I preprocessed the questions: Stop word filter, Stemming, Erase punctuation, low case, Calculate TF-IDF, generating document vector from the words
After that I partitioned (80-20) then trained a Gradient Boosted Trees ML model
It resulted 71,6% accuracy (highest from the three approach)

Deep learning

Input: 22816 neuron
Hidden 1: 512 neuron Relu (30% droput layer)
Hidden 2: 256 neuron Relu (30% droput layer)
Hidden 3: 128 neuron Relu (30% droput layer)
Output: 1 neuron Sigmoid
After that I trained the neural network with early stopping (and it stopped at epoch 12) as the validation accuracy do not improve anymore
The result was 71,3% accuracy

image1920×1032 102 KB

Altogether it was a really cool challenge. I learned a lot from it, it was challanging, it was new (for me at least ), it was interesting.

A great ending for a great season!

berti093 · December 15, 2024, 2:58pm

After posting the solution I realized that I didn’t upload pictures of the confusion matrices, and I resetted the workflow… The numbers I got were not so high that I would have lied about them

jproudfoot111 · December 16, 2024, 3:56pm

Well, that was hard, but learned lot.
Cleaned up the dataset by correcting contractions, selected a balanced number duplicate / nonduplicates for training. Removed terms that were too short or too long & selected terms for training that were overrepresented in either the duplicate or non duplicate set.

Top confusion matrix is the validation set.
Lower confusion matrix is the test set.

After all that work, I don’t think I would use this model to make any decisions!

AnilKS · December 16, 2024, 6:21pm

My submission : Text are tricky and not a domain … just trying to pull it though .

alinebessa · December 16, 2024, 9:06pm

You folks are truly amazing for tackling this challenge head on. It was definitely the hardest one I remember posting!! I too learned a lot elaborating it.

RBre · December 17, 2024, 7:51pm

Here are my tries for a solution.
I tried String Matcher and different learners but results are not very satisfactioning.
I also set up a gpt4all connection to a local llm with data import as vector store but responds does not fit. So there is also the need to find a better prompt for the model.
I’m not finished yet but this is the status.

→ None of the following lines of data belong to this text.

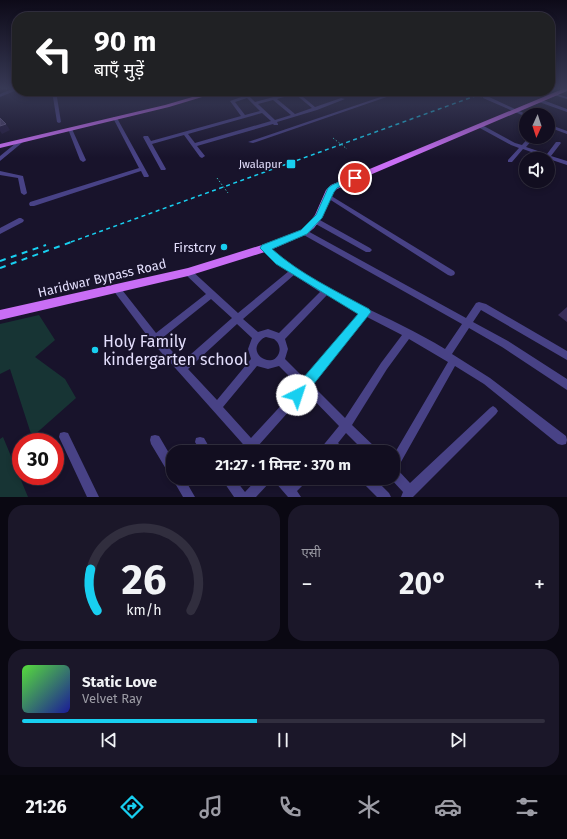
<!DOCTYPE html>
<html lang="hi">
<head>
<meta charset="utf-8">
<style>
  :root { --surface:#120e20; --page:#1b1729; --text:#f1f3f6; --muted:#9c9ca5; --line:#312e3e; --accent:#18cff0 }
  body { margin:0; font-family:"Fira Sans","Noto Sans Devanagari",sans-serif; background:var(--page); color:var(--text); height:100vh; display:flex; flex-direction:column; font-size:15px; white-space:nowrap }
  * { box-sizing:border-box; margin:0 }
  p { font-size:13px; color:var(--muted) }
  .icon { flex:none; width:22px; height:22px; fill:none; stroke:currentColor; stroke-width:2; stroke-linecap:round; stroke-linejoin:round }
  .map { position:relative; height:497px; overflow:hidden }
  .sheet { display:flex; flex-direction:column; gap:8px; padding:8px; background:#0a0812; flex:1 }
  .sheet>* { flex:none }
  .guide { position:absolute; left:12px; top:12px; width:543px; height:84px; border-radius:16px; box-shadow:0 2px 6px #0003,0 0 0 1px var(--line); background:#202124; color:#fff; overflow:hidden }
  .needle { width:26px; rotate:183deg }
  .controls { position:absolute; left:519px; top:108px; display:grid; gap:8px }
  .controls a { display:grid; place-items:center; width:36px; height:36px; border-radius:50%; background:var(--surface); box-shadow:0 2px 6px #0003,0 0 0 1px var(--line); font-size:20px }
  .speed { position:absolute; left:12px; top:433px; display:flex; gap:8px; font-size:20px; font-weight:700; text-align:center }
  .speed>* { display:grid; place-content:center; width:52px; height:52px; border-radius:50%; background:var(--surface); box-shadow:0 2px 6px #0003,0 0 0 1px var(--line); line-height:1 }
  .speed .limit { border:6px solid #d22; background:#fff; color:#111 }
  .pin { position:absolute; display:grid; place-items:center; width:34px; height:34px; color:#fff; margin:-17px; border:2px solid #fff; border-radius:50%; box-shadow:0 1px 4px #0007 }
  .me { position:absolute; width:44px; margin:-22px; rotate:41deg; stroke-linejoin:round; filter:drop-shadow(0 0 3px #0008) }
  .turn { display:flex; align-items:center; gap:14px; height:84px; padding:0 16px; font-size:18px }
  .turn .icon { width:52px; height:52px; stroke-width:2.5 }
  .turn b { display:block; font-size:28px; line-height:34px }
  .big { font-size:30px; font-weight:700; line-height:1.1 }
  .sheet .widget { flex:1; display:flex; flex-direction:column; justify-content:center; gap:6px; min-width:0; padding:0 14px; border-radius:16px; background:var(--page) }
  .sheet .dial { align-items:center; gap:0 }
  .dial svg { height:104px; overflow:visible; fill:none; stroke:var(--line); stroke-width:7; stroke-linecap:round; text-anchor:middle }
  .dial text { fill:var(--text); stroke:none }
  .song { display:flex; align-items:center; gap:12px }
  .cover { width:48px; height:48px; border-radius:6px; background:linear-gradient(135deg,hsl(110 70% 55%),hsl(240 70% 35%)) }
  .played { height:4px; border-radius:2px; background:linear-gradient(90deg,var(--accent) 45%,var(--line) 45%) }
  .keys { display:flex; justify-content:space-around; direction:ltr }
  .heat { display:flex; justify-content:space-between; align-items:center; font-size:22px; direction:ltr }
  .sheet .tiles { flex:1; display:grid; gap:8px; grid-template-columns:1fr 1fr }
  .widget:last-child { grid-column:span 2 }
  .trip { position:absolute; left:166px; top:445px; width:234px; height:40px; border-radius:16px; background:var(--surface); box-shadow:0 2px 6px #0003,0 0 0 1px var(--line); font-weight:700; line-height:40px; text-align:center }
  .tab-bar { display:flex; height:64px; justify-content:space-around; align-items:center; background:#07060d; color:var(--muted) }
  .tab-bar .icon { width:28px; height:28px }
  .tab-bar .active { color:var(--accent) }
  .tab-bar b { font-size:18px; color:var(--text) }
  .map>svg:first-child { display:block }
</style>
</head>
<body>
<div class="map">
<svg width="567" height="497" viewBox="0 0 567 497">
  <rect width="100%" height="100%" fill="#18132b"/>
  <path fill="#173434" d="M39 315 55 340 35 357 65 379 76 398 32 437 10 369 0 374V324Z
    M3 437 28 497H0V439Z"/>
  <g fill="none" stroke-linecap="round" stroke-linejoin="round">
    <path stroke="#37324a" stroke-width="4.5" stroke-dasharray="4.5 2.5" stroke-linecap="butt" d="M472 91 485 97"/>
    <path fill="#484286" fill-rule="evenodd" d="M14 88H17V90L0 97V94Z
      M52 91H56L61 122 59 123 57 122Z
      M240 91H244L255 102 292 92 291 91H296L315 107 341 98 345 99 317 110 277 122 278 124V125H274L273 124 197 146 205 156 202 158 200 157 184 135 152 144 166 169 165 170H161L143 137 144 136H148L151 141 241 116 230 101 244 96ZM295 94 312 108 295 114 277 99ZM247 98 260 111 245 115 235 102ZM273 100 291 115 275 120 258 104ZM262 113 271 121 195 143 188 134Z
      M398 91H404L253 143 248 142Z
      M554 93 567 97V99L554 95Z
      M483 96H487L528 115 524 116 483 98Z
      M539 100H543L567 109V112L539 102Z
      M113 117 117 118 149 176 148 177H144L141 171 34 206H30L29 204 30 202 139 168 113 118Z
      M548 124 567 131V134L548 127Z
      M478 125H482L515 143 522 145 529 137H535L526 147 547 154 556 142H560L561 143 551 156 567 161V165L549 159 548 160V159H543L545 157 523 149 512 162H508V160L519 148 511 145 478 127Z
      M68 128 72 129 86 160 85 161 83 162 80 160 68 129Z
      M21 139 23 140V142L0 161V156Z
      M0 171 23 176 27 193 26 194 24 195 21 193 18 178 0 175Z
      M328 194 454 271 455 273 454 275 451 276 448 275 326 197 325 196Z
      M19 218H21L24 220 23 222 0 234V228Z
      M314 219H318L370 248 372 250 370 252H366L314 223 313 221Z
      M304 229 466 318 476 303 479 302 486 304 567 351V360L481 310 473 322 508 341 567 379V390L502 347 469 328 452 354 490 378 566 436 567 440 566 444 562 445 558 444 484 384 455 366 397 469 410 483 490 408 493 406 496 408 498 411 496 414 413 497H401L403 492 390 478H393V456L448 362 409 339 387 369 352 425 376 448 377 452H365L346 433 338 443 344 448 345 452H320L321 448 339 426 306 392 258 446 262 452H250L152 342 113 290 112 288 113 286 116 285 119 286 156 333 206 294 185 274 184 272 185 270 188 269 191 270 238 313 289 271 277 264 263 250 262 248 263 246H267C318 293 387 313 445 349L462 324 302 234 301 232 302 230ZM294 275 320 292 279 333 268 329 258 332 243 319ZM327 295 360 313 305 379 285 359 288 349 285 339ZM211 299 232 318 182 362 161 339ZM367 317 402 335 381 363 345 418 312 385ZM237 324 252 338 248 349 251 359 217 400 188 369ZM266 337 274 339C278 342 281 347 279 353 273 370 246 354 261 340 265 337 261 339 266 337ZM257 366 268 369 279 366 299 386 251 438 223 407Z
      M64 432 68 433 99 497H87L59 437 60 433Z
      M155 435 159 436 173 460V475L169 474 151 444 150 440 151 436Z
      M200 437 204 438 212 452H201L195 442 196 438Z
      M173 477V478H184L195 497H183L172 478Z
      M221 478H234L245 492 258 478H272L270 482 256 497H234Z
      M273 478H286L290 482 294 478H308L306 482 297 491 301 497H288L275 482Z
      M360 478H374L389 493 391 497H377L362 482Z"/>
    <path fill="#c96ef5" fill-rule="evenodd" d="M565 88H567V91L337 189 333 191 323 216 314 228 307 234 268 251 188 276 0 320V310L188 268 262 245 301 230 308 224 315 215 326 190 331 185Z
      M213 91H222L169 107 0 148V144L165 105Z"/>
    <path stroke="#18cff0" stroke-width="1.5" stroke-dasharray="4 3.5" stroke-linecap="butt" d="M71 242 489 91"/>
    <path stroke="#18cff0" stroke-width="2" stroke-dasharray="6 5.5" stroke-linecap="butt" d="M0 261 46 245
      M0 268 74 241"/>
    <path stroke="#3ab6b5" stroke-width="1" stroke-dasharray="1.5 2" stroke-linecap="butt" d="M333 138 347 149
      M217 178 228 193"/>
  </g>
  <path fill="#382d57" d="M567 307V322L558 315Z"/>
  <path fill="#231b3e" d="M6 124 10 130 2 134 0 131V126Z"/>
  <path fill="#4a4068" stroke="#625980" d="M0 118 6 124 0 126Z"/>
  <linearGradient id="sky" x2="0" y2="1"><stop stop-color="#0d0a18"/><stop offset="0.56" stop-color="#373955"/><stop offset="1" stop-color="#373955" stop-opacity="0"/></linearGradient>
  <rect width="567" height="158" fill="url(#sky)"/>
  <path fill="#18cff0" stroke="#10879c" d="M355 175 357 176V179L337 188 334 192 322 218 307 234 272 249C300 274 336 291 369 309L371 312 301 400 297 402 292 400 290 395 292 391 358 314 276 264 260 248 262 245 301 230 316 215 328 188 332 185Z"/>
  <g fill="#18cff0" stroke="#18132b" stroke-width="1.5">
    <rect x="286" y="159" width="10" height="10" rx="2"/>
    <circle cx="224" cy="247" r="4"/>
    <circle cx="95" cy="350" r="4"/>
  </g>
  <g text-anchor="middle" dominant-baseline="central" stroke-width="4" stroke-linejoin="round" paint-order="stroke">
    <g font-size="11" fill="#e4dffd" stroke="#18132b" text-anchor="end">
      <text x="282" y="164">Jwalapur</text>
    </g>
    <g font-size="13" fill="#e4dffd" stroke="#18132b" text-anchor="end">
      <text x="216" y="247">Firstcry</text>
    </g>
    <g font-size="13" fill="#e4dffd" stroke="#18132b">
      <text transform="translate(102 278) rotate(-13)">Haridwar Bypass Road</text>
    </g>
    <g font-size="16" fill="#e4dffd" stroke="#18132b" text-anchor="start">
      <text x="103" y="341">Holy Family<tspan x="103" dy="18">kindergarten school</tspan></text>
    </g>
  </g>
</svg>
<div class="controls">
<a><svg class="needle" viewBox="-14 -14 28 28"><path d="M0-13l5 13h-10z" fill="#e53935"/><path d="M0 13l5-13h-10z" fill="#9c9ca5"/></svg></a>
<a><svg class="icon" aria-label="sound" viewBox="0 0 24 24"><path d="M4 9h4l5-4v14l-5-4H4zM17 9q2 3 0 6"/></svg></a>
</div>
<div class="speed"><div class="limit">30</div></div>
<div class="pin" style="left:355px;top:178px;background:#d93025"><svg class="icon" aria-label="arrive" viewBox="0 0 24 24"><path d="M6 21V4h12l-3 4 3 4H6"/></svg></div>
<svg class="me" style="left:297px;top:395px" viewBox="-20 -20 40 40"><circle r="19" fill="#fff"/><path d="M0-13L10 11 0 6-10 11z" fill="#18cff0"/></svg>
<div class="trip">21:27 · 1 मिनट · 370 m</div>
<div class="guide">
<div class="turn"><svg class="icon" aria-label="left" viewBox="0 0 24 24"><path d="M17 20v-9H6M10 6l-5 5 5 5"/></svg><div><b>90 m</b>बाएँ मुड़ें</div></div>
</div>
</div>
<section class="sheet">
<div class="tiles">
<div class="widget dial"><svg viewBox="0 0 100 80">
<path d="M14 69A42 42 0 1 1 86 69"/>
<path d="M14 69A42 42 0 0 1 9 37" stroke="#18cff0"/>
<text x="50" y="56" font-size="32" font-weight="700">26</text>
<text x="50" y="72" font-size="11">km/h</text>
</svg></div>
<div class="widget"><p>एसी</p>
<div class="heat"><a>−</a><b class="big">20°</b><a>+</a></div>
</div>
<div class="widget">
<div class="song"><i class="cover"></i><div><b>Static Love</b><p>Velvet Ray</p></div></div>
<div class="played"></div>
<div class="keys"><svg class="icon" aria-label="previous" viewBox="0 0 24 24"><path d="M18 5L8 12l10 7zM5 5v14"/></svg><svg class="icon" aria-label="pause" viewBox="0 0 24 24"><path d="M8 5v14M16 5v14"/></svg><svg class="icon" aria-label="next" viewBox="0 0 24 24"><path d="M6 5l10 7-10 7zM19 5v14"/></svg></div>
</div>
</div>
</section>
<nav class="tab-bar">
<b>21:26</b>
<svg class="icon active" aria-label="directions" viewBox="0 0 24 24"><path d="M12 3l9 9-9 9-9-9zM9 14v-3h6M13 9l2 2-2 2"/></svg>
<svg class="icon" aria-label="music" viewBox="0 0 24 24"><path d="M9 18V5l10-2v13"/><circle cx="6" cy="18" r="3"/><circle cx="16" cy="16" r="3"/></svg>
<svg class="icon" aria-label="phone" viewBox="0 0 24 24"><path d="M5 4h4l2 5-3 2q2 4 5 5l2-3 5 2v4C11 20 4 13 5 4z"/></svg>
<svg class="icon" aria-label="climate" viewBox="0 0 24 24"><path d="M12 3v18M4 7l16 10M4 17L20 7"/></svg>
<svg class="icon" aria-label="car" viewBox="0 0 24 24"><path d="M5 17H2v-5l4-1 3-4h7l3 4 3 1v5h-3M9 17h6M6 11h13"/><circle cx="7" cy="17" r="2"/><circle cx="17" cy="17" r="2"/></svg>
<svg class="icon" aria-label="filters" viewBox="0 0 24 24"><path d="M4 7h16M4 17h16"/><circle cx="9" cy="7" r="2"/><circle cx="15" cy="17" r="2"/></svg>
</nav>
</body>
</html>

Thanks for this Just KNIME it Season, I really enjoyed it and learned a lot!

kwatari · December 19, 2024, 9:20am

Hi all, here is my solution.
This challenge is far above my ability and I just tried to learn the concept from the great KNinjas.
Thanks to the KNIME team and KNinjas for the learning opportunity!

system · March 19, 2025, 9:21am

This topic was automatically closed 90 days after the last reply. New replies are no longer allowed.